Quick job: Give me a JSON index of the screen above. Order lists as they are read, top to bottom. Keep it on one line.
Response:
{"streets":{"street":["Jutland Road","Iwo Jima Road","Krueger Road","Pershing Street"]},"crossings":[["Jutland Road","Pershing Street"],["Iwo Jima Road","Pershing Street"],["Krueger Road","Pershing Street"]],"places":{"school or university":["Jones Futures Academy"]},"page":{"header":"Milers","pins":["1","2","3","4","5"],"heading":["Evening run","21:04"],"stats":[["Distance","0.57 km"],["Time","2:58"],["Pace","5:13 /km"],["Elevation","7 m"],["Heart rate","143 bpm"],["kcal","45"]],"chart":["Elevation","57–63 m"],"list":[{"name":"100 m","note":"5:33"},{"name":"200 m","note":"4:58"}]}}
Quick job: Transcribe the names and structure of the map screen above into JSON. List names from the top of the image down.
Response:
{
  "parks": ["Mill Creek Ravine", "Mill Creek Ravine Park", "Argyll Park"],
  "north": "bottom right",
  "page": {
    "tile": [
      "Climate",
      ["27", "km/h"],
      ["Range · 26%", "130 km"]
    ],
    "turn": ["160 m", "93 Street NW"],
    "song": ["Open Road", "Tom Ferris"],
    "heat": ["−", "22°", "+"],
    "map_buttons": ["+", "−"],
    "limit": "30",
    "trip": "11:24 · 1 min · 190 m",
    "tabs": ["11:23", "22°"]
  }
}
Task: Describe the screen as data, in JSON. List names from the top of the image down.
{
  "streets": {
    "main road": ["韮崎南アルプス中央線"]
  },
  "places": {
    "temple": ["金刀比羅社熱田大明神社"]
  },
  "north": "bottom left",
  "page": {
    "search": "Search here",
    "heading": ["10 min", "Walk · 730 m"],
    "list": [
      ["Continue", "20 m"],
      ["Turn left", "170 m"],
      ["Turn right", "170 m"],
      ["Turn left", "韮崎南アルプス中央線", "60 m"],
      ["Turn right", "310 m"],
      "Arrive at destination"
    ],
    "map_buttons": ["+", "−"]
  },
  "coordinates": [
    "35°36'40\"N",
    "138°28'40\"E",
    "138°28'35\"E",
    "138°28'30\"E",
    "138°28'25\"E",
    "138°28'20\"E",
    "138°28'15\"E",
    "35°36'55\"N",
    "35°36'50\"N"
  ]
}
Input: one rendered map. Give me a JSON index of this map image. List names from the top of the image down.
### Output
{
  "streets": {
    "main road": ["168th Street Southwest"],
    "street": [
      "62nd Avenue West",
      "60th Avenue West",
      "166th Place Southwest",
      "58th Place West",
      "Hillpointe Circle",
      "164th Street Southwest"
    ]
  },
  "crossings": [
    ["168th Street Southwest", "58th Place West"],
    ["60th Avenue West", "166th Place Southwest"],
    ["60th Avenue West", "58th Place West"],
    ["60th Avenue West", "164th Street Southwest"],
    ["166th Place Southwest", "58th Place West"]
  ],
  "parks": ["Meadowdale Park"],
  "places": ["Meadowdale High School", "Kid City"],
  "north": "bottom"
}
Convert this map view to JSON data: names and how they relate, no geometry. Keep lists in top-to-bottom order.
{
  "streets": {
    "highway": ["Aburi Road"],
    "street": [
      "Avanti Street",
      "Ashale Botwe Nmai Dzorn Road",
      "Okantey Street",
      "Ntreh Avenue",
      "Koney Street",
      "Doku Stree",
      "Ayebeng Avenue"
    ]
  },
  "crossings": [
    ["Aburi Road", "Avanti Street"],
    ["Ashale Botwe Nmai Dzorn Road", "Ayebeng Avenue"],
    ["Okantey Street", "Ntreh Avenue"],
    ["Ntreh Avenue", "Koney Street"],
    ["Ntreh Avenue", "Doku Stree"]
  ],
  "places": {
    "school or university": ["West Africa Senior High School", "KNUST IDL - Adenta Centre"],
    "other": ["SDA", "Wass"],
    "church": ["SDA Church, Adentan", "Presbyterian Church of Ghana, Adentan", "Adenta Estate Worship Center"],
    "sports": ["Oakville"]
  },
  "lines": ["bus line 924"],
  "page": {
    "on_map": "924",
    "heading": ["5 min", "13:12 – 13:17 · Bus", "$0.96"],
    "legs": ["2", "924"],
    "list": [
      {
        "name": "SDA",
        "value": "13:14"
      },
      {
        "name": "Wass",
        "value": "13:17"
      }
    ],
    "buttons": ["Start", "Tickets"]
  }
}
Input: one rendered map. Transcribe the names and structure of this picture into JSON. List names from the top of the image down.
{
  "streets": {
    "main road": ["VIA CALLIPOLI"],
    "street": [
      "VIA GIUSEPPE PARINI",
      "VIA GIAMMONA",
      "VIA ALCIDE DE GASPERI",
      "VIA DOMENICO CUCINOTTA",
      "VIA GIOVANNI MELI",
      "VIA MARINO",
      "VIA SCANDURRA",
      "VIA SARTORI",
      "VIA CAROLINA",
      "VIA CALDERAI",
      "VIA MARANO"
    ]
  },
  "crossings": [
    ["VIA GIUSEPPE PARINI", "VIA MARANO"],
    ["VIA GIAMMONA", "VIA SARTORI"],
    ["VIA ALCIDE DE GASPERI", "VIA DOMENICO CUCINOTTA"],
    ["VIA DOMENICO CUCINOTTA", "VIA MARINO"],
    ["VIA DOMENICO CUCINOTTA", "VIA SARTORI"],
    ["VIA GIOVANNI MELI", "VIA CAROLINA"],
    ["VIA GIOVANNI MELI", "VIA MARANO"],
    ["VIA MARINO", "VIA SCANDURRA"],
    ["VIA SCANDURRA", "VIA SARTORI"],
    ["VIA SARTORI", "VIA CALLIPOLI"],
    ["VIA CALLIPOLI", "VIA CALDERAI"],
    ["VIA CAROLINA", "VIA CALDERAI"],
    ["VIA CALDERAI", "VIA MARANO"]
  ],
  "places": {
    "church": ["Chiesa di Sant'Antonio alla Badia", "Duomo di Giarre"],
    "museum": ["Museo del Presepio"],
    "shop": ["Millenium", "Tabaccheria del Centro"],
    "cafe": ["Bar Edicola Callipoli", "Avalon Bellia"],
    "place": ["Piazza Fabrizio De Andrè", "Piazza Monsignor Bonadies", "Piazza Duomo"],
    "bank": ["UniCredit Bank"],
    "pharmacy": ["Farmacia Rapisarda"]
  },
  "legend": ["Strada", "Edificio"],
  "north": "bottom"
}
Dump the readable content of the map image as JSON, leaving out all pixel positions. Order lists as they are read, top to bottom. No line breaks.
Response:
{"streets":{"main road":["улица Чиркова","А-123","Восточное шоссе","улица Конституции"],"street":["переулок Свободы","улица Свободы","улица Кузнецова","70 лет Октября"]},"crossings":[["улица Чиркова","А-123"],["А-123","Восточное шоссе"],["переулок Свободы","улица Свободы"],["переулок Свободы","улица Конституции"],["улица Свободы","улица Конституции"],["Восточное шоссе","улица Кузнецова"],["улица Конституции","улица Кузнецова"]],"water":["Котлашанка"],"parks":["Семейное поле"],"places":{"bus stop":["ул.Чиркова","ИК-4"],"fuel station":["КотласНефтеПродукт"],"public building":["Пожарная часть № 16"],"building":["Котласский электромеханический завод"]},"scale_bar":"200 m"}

- Required action -
Each record is to be repeated exactly.

- Expected answer -
Quick job: Give me a JSON index of the screen above. Order lists as they are read, top to bottom. Keep it on one line.
Response:
{"streets":{"street":["Jutland Road","Iwo Jima Road","Krueger Road","Pershing Street"]},"crossings":[["Jutland Road","Pershing Street"],["Iwo Jima Road","Pershing Street"],["Krueger Road","Pershing Street"]],"places":{"school or university":["Jones Futures Academy"]},"page":{"header":"Milers","pins":["1","2","3","4","5"],"heading":["Evening run","21:04"],"stats":[["Distance","0.57 km"],["Time","2:58"],["Pace","5:13 /km"],["Elevation","7 m"],["Heart rate","143 bpm"],["kcal","45"]],"chart":["Elevation","57–63 m"],"list":[{"name":"100 m","note":"5:33"},{"name":"200 m","note":"4:58"}]}}
Quick job: Transcribe the names and structure of the map screen above into JSON. List names from the top of the image down.
Response:
{
  "parks": ["Mill Creek Ravine", "Mill Creek Ravine Park", "Argyll Park"],
  "north": "bottom right",
  "page": {
    "tile": [
      "Climate",
      ["27", "km/h"],
      ["Range · 26%", "130 km"]
    ],
    "turn": ["160 m", "93 Street NW"],
    "song": ["Open Road", "Tom Ferris"],
    "heat": ["−", "22°", "+"],
    "map_buttons": ["+", "−"],
    "limit": "30",
    "trip": "11:24 · 1 min · 190 m",
    "tabs": ["11:23", "22°"]
  }
}
Task: Describe the screen as data, in JSON. List names from the top of the image down.
{
  "streets": {
    "main road": ["韮崎南アルプス中央線"]
  },
  "places": {
    "temple": ["金刀比羅社熱田大明神社"]
  },
  "north": "bottom left",
  "page": {
    "search": "Search here",
    "heading": ["10 min", "Walk · 730 m"],
    "list": [
      ["Continue", "20 m"],
      ["Turn left", "170 m"],
      ["Turn right", "170 m"],
      ["Turn left", "韮崎南アルプス中央線", "60 m"],
      ["Turn right", "310 m"],
      "Arrive at destination"
    ],
    "map_buttons": ["+", "−"]
  },
  "coordinates": [
    "35°36'40\"N",
    "138°28'40\"E",
    "138°28'35\"E",
    "138°28'30\"E",
    "138°28'25\"E",
    "138°28'20\"E",
    "138°28'15\"E",
    "35°36'55\"N",
    "35°36'50\"N"
  ]
}
Input: one rendered map. Give me a JSON index of this map image. List names from the top of the image down.
### Output
{
  "streets": {
    "main road": ["168th Street Southwest"],
    "street": [
      "62nd Avenue West",
      "60th Avenue West",
      "166th Place Southwest",
      "58th Place West",
      "Hillpointe Circle",
      "164th Street Southwest"
    ]
  },
  "crossings": [
    ["168th Street Southwest", "58th Place West"],
    ["60th Avenue West", "166th Place Southwest"],
    ["60th Avenue West", "58th Place West"],
    ["60th Avenue West", "164th Street Southwest"],
    ["166th Place Southwest", "58th Place West"]
  ],
  "parks": ["Meadowdale Park"],
  "places": ["Meadowdale High School", "Kid City"],
  "north": "bottom"
}
Convert this map view to JSON data: names and how they relate, no geometry. Keep lists in top-to-bottom order.
{
  "streets": {
    "highway": ["Aburi Road"],
    "street": [
      "Avanti Street",
      "Ashale Botwe Nmai Dzorn Road",
      "Okantey Street",
      "Ntreh Avenue",
      "Koney Street",
      "Doku Stree",
      "Ayebeng Avenue"
    ]
  },
  "crossings": [
    ["Aburi Road", "Avanti Street"],
    ["Ashale Botwe Nmai Dzorn Road", "Ayebeng Avenue"],
    ["Okantey Street", "Ntreh Avenue"],
    ["Ntreh Avenue", "Koney Street"],
    ["Ntreh Avenue", "Doku Stree"]
  ],
  "places": {
    "school or university": ["West Africa Senior High School", "KNUST IDL - Adenta Centre"],
    "other": ["SDA", "Wass"],
    "church": ["SDA Church, Adentan", "Presbyterian Church of Ghana, Adentan", "Adenta Estate Worship Center"],
    "sports": ["Oakville"]
  },
  "lines": ["bus line 924"],
  "page": {
    "on_map": "924",
    "heading": ["5 min", "13:12 – 13:17 · Bus", "$0.96"],
    "legs": ["2", "924"],
    "list": [
      {
        "name": "SDA",
        "value": "13:14"
      },
      {
        "name": "Wass",
        "value": "13:17"
      }
    ],
    "buttons": ["Start", "Tickets"]
  }
}
Input: one rendered map. Transcribe the names and structure of this picture into JSON. List names from the top of the image down.
{
  "streets": {
    "main road": ["VIA CALLIPOLI"],
    "street": [
      "VIA GIUSEPPE PARINI",
      "VIA GIAMMONA",
      "VIA ALCIDE DE GASPERI",
      "VIA DOMENICO CUCINOTTA",
      "VIA GIOVANNI MELI",
      "VIA MARINO",
      "VIA SCANDURRA",
      "VIA SARTORI",
      "VIA CAROLINA",
      "VIA CALDERAI",
      "VIA MARANO"
    ]
  },
  "crossings": [
    ["VIA GIUSEPPE PARINI", "VIA MARANO"],
    ["VIA GIAMMONA", "VIA SARTORI"],
    ["VIA ALCIDE DE GASPERI", "VIA DOMENICO CUCINOTTA"],
    ["VIA DOMENICO CUCINOTTA", "VIA MARINO"],
    ["VIA DOMENICO CUCINOTTA", "VIA SARTORI"],
    ["VIA GIOVANNI MELI", "VIA CAROLINA"],
    ["VIA GIOVANNI MELI", "VIA MARANO"],
    ["VIA MARINO", "VIA SCANDURRA"],
    ["VIA SCANDURRA", "VIA SARTORI"],
    ["VIA SARTORI", "VIA CALLIPOLI"],
    ["VIA CALLIPOLI", "VIA CALDERAI"],
    ["VIA CAROLINA", "VIA CALDERAI"],
    ["VIA CALDERAI", "VIA MARANO"]
  ],
  "places": {
    "church": ["Chiesa di Sant'Antonio alla Badia", "Duomo di Giarre"],
    "museum": ["Museo del Presepio"],
    "shop": ["Millenium", "Tabaccheria del Centro"],
    "cafe": ["Bar Edicola Callipoli", "Avalon Bellia"],
    "place": ["Piazza Fabrizio De Andrè", "Piazza Monsignor Bonadies", "Piazza Duomo"],
    "bank": ["UniCredit Bank"],
    "pharmacy": ["Farmacia Rapisarda"]
  },
  "legend": ["Strada", "Edificio"],
  "north": "bottom"
}
Dump the readable content of the map image as JSON, leaving out all pixel positions. Order lists as they are read, top to bottom. No line breaks.
Response:
{"streets":{"main road":["улица Чиркова","А-123","Восточное шоссе","улица Конституции"],"street":["переулок Свободы","улица Свободы","улица Кузнецова","70 лет Октября"]},"crossings":[["улица Чиркова","А-123"],["А-123","Восточное шоссе"],["переулок Свободы","улица Свободы"],["переулок Свободы","улица Конституции"],["улица Свободы","улица Конституции"],["Восточное шоссе","улица Кузнецова"],["улица Конституции","улица Кузнецова"]],"water":["Котлашанка"],"parks":["Семейное поле"],"places":{"bus stop":["ул.Чиркова","ИК-4"],"fuel station":["КотласНефтеПродукт"],"public building":["Пожарная часть № 16"],"building":["Котласский электромеханический завод"]},"scale_bar":"200 m"}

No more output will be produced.